Exercise description ▸
Write each entry out once more, please, precisely as shown.

++++++

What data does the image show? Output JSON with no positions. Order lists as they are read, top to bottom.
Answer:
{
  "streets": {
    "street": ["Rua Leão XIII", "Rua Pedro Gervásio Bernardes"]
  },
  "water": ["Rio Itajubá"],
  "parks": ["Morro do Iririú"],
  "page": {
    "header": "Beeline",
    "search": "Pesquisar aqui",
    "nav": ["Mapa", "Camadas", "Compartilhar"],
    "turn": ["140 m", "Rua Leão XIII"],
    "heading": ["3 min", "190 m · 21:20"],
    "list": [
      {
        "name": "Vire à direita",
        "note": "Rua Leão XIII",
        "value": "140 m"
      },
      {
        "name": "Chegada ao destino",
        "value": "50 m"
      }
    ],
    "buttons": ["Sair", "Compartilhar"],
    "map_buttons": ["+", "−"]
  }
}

++++++

Exercise response ▸
What data does the image show? Output JSON with no positions. Order lists as they are read, top to bottom.
Answer:
{
  "streets": {
    "street": ["Rua Leão XIII", "Rua Pedro Gervásio Bernardes"]
  },
  "water": ["Rio Itajubá"],
  "parks": ["Morro do Iririú"],
  "page": {
    "header": "Beeline",
    "search": "Pesquisar aqui",
    "nav": ["Mapa", "Camadas", "Compartilhar"],
    "turn": ["140 m", "Rua Leão XIII"],
    "heading": ["3 min", "190 m · 21:20"],
    "list": [
      {
        "name": "Vire à direita",
        "note": "Rua Leão XIII",
        "value": "140 m"
      },
      {
        "name": "Chegada ao destino",
        "value": "50 m"
      }
    ],
    "buttons": ["Sair", "Compartilhar"],
    "map_buttons": ["+", "−"]
  }
}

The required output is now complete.